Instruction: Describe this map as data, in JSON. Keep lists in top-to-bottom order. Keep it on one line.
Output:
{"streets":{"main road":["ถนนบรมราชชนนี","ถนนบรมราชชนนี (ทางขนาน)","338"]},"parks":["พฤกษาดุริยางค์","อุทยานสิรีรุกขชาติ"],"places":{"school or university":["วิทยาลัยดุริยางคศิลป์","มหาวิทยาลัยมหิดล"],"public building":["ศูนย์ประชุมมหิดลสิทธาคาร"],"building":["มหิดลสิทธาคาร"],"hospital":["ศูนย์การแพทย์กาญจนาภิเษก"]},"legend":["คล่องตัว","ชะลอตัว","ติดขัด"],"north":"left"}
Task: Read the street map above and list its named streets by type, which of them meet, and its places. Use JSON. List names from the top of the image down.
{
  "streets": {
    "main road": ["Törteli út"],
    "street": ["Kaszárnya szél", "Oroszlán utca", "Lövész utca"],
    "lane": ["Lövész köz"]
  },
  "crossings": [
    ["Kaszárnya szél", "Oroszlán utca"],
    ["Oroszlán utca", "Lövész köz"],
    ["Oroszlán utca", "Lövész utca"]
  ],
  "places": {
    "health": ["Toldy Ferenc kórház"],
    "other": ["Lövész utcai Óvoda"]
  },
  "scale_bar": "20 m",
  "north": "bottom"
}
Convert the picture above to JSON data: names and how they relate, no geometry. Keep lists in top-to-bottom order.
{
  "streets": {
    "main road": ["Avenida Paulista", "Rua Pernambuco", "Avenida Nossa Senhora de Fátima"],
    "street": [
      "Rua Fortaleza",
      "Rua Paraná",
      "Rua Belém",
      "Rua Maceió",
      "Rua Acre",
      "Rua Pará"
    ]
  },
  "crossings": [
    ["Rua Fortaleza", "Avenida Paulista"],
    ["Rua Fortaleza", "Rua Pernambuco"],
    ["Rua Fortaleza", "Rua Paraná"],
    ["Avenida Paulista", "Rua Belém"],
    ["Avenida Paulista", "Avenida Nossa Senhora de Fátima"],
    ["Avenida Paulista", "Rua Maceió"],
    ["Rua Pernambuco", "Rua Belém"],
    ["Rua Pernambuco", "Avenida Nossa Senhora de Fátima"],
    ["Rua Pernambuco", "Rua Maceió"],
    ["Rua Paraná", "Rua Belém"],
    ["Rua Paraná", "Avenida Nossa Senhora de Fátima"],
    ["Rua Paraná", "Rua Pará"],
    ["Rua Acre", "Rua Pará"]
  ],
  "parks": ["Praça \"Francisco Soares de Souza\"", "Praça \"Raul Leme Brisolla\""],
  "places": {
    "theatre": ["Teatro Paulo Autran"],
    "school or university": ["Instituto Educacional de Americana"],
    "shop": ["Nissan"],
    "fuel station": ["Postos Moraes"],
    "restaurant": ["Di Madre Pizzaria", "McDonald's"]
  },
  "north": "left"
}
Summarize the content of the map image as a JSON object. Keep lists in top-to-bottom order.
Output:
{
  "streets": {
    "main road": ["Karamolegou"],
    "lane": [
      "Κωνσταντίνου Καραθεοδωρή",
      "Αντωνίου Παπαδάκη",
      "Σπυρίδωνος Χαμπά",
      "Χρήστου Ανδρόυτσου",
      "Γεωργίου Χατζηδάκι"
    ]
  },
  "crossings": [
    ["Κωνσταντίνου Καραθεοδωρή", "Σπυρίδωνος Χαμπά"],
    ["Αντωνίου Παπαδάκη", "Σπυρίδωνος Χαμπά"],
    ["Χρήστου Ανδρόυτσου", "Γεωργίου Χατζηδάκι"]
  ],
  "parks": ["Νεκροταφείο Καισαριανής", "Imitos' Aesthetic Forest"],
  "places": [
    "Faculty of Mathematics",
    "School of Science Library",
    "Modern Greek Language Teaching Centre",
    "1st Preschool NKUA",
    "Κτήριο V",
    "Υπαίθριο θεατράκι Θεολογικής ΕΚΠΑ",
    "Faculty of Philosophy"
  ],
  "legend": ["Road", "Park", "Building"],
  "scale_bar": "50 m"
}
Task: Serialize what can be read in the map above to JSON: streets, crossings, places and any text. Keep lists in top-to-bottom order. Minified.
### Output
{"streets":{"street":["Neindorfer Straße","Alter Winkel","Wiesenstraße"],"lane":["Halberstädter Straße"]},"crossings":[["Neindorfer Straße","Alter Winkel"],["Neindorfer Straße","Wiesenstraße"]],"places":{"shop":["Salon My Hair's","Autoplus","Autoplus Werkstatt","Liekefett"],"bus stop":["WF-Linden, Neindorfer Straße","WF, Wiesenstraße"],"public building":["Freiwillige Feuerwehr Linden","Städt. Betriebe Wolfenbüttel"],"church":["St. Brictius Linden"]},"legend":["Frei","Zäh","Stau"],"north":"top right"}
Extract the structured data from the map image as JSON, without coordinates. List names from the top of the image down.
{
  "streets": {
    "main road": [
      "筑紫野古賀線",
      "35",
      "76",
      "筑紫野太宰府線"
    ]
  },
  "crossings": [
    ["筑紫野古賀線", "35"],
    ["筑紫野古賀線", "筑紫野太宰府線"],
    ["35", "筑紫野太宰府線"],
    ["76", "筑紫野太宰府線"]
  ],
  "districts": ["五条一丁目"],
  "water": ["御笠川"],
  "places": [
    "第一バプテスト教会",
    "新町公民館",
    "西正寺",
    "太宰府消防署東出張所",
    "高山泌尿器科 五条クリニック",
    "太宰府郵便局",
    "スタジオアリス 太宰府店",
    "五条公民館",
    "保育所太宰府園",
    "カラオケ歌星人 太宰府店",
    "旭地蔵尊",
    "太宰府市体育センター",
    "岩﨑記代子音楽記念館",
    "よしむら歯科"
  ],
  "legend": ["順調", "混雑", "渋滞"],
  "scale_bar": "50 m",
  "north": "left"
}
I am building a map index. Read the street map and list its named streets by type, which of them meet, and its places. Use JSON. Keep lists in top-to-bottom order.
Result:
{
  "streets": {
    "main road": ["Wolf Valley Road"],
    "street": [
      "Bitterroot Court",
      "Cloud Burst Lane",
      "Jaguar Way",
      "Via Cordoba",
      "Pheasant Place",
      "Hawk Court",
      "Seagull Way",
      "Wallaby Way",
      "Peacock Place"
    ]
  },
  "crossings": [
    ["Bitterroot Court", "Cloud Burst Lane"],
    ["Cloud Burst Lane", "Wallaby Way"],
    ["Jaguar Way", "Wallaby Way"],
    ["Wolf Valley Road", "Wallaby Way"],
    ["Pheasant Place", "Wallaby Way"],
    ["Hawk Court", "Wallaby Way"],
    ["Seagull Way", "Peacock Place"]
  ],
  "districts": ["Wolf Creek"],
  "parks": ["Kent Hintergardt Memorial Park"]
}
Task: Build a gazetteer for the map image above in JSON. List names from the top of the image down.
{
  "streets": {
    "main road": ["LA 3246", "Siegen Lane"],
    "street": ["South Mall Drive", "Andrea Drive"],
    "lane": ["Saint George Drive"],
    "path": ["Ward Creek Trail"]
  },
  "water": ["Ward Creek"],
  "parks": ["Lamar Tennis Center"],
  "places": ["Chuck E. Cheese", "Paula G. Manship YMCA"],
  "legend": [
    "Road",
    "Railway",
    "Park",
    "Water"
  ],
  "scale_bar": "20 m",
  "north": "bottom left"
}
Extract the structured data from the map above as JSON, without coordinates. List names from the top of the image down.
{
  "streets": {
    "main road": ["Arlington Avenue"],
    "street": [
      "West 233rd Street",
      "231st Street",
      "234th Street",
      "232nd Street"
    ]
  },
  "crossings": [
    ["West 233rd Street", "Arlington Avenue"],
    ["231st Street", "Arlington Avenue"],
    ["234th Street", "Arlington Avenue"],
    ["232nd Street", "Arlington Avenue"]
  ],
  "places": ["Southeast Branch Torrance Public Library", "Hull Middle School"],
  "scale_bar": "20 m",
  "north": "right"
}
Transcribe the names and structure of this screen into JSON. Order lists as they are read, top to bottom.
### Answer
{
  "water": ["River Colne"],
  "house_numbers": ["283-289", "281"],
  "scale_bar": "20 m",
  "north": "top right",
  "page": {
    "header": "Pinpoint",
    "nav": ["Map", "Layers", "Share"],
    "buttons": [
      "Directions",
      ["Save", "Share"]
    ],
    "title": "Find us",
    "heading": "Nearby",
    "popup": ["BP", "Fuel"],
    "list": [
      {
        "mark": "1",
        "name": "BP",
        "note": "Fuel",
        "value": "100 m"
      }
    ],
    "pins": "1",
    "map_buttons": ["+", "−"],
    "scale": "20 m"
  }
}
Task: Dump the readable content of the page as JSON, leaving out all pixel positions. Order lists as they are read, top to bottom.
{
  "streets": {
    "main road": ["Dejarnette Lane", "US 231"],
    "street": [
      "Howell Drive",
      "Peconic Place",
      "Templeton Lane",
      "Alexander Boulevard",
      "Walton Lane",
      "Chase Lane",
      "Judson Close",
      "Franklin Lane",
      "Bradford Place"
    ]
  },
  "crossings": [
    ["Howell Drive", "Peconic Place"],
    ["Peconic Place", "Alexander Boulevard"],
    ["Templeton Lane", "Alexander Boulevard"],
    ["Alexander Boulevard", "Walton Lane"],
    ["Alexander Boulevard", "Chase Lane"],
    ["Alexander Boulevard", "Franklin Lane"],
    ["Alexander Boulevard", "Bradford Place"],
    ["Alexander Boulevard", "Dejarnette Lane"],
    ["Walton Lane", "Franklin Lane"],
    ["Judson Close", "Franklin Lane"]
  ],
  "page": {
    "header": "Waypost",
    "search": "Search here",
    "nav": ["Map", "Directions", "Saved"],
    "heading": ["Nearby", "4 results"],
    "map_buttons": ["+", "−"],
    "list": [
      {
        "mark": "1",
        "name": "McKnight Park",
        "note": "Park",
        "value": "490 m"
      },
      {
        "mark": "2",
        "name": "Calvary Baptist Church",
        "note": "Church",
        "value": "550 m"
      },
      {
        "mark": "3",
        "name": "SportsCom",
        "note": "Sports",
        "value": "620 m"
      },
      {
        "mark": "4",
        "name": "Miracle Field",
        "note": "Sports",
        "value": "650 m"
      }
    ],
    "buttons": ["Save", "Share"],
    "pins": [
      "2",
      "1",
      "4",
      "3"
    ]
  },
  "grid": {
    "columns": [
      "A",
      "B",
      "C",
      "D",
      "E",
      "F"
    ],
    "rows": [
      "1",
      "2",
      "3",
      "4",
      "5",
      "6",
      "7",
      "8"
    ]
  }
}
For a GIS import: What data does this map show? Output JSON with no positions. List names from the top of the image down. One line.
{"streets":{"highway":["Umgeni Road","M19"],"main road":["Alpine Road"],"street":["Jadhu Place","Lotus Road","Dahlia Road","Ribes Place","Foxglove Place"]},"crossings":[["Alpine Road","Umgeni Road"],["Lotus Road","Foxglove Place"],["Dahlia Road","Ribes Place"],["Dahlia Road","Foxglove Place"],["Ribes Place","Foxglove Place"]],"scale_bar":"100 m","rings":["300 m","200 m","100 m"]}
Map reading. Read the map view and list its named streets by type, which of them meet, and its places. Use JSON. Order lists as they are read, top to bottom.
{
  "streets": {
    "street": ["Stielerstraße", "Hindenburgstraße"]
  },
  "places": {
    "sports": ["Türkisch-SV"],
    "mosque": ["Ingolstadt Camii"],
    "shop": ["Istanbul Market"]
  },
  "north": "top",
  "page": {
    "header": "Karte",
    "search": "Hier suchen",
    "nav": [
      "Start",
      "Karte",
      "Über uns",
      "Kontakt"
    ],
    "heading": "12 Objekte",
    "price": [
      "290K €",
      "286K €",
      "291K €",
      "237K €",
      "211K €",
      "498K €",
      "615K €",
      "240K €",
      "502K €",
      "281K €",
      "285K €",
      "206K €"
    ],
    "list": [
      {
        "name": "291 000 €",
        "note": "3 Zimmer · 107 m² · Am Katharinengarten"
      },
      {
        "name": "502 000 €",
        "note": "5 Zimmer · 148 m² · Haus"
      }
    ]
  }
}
========
--- AIM OF THE TASK ---
Your answer should be the lines above from the one containing "Summarize the content" through the one containing "Task: Serialize what", copied exactly and with both ends kept.

--- RESPONSE AREA ---
Summarize the content of the map image as a JSON object. Keep lists in top-to-bottom order.
Output:
{
  "streets": {
    "main road": ["Karamolegou"],
    "lane": [
      "Κωνσταντίνου Καραθεοδωρή",
      "Αντωνίου Παπαδάκη",
      "Σπυρίδωνος Χαμπά",
      "Χρήστου Ανδρόυτσου",
      "Γεωργίου Χατζηδάκι"
    ]
  },
  "crossings": [
    ["Κωνσταντίνου Καραθεοδωρή", "Σπυρίδωνος Χαμπά"],
    ["Αντωνίου Παπαδάκη", "Σπυρίδωνος Χαμπά"],
    ["Χρήστου Ανδρόυτσου", "Γεωργίου Χατζηδάκι"]
  ],
  "parks": ["Νεκροταφείο Καισαριανής", "Imitos' Aesthetic Forest"],
  "places": [
    "Faculty of Mathematics",
    "School of Science Library",
    "Modern Greek Language Teaching Centre",
    "1st Preschool NKUA",
    "Κτήριο V",
    "Υπαίθριο θεατράκι Θεολογικής ΕΚΠΑ",
    "Faculty of Philosophy"
  ],
  "legend": ["Road", "Park", "Building"],
  "scale_bar": "50 m"
}
Task: Serialize what can be read in the map above to JSON: streets, crossings, places and any text. Keep lists in top-to-bottom order. Minified.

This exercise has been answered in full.